Virginia Lawyers Weekly//November 20, 2023//
Where companies argued that federal law preempted Virginia’s prohibitions on the manufacture and sale of hemp products in the commonwealth that contain higher concentrations of tetrahydrocannabinol, or THC, but the federal statute expressly allows states to enact “more stringent” regulations of hemp production, the companies’ motion for injunctive relief was denied.
Background
Northern Virginia Hemp and Agriculture LLC, Rose Lane and Franny’s Operations Inc. move the court to enjoin defendants from implementing or enforcing those provisions of Virginia law that impose a limit on substances containing THC according to their concentration of “total THC” or a “synthetic derivative of THC,” instead of the concentration of delta-9 THC as defined in the Agriculture Improvement Act of 2018, and from implementing or enforcing those portions of Virginia law that restrict the interstate commerce of hemp.
Likelihood of success
In plaintiffs’ view, Congress “legalized hemp solely according to its concentration of delta-9 THC and mandated that the interstate commerce in hemp as so defined could not be inhibited by the States,” and thus did not allow states to impose a stricter standard for industrial hemp. This argument ignores the express permission granted to states and Indian tribes in the Farm Act to enact “more stringent” regulations of hemp production. Virginia did just that when its legislature made the decision to regulate the manufacture and sale of hemp products in the commonwealth that contain higher concentrations of THC.

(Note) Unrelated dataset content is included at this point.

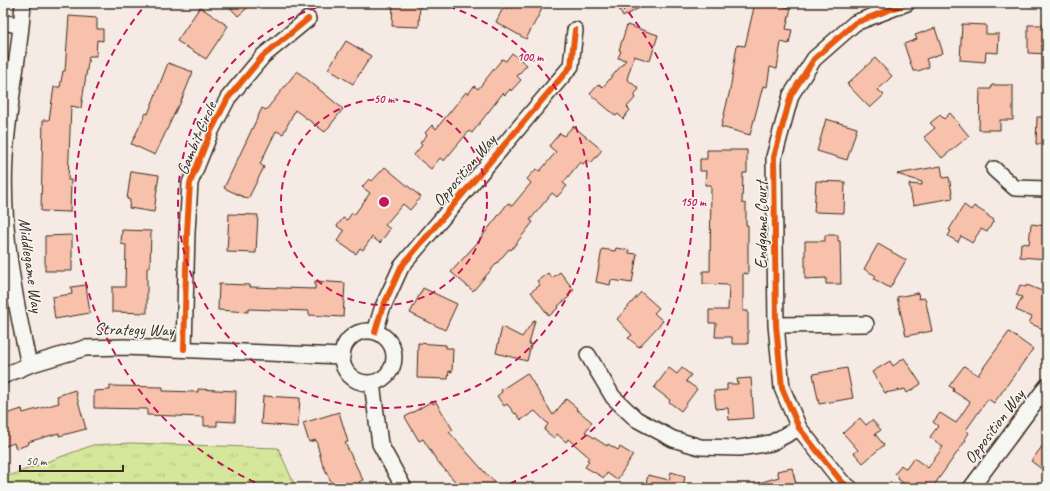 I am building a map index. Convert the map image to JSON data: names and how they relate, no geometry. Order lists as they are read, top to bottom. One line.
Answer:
{"streets":{"street":["Gambit Circle","Opposition Way","Endgame Court","Middlegame Way","Strategy Way"]},"crossings":[["Gambit Circle","Strategy Way"],["Opposition Way","Strategy Way"],["Middlegame Way","Strategy Way"]],"scale_bar":"50 m","rings":["100 m","50 m","150 m"]}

Plaintiffs further argue that Virginia Code § 3.2-4116(C) is expressly preempted by the Farm Act. This argument fails because by not having pleaded sufficient facts showing that they are Virginia “processors” subject to potential enforcement under § 3.2-4116(C), none of these plaintiffs have standing to raise this argument. And plaintiffs’ field preemption argument ignores the clear text in the Farm Act that expressly grants states the authority to regulate hemp production by empowering them to enact more stringent regulations than that provided by federal law.

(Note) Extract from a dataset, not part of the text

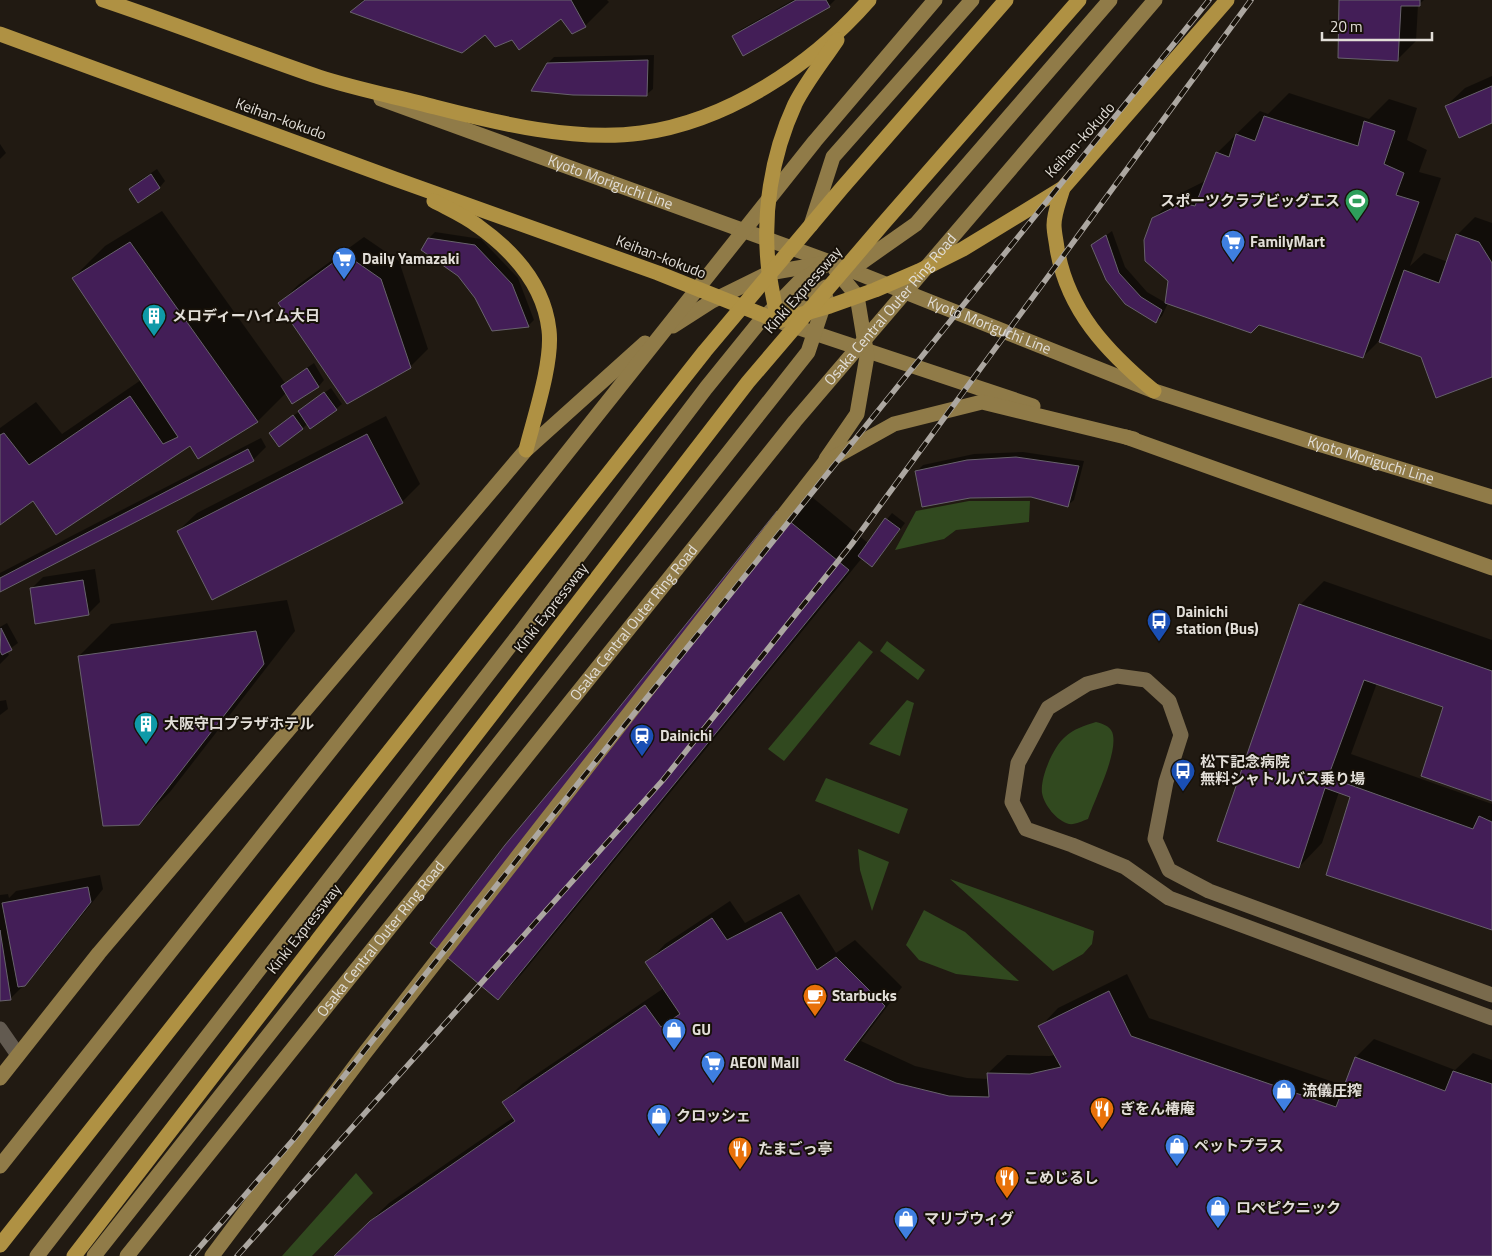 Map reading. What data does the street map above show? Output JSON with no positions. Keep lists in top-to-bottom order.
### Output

Next, plaintiffs assert a theory of conflict preemption premised on the notion that SB 903 stands as an obstacle to the accomplishment and execution of the full purposes and objectives of Congress in passing the Farm Act. This court finds that with respect to the regulation of the production and sale of hemp products containing varying amounts of delta-8 THC or other THC variants manufactured and sold in Virginia, SB 903 is not in conflict with the Farm Act either through theories of impossibility or obstacle
preemption.
Although plaintiffs appear to raise claims under the Constitution’s Commerce Clause and Dormant Commerce Clause, their arguments rely nearly exclusively on a Dormant Commerce Clause violation by alleging that SB 903 impedes the interstate commerce of industrial hemp. This challenge to SB 903 fails for multiple reasons.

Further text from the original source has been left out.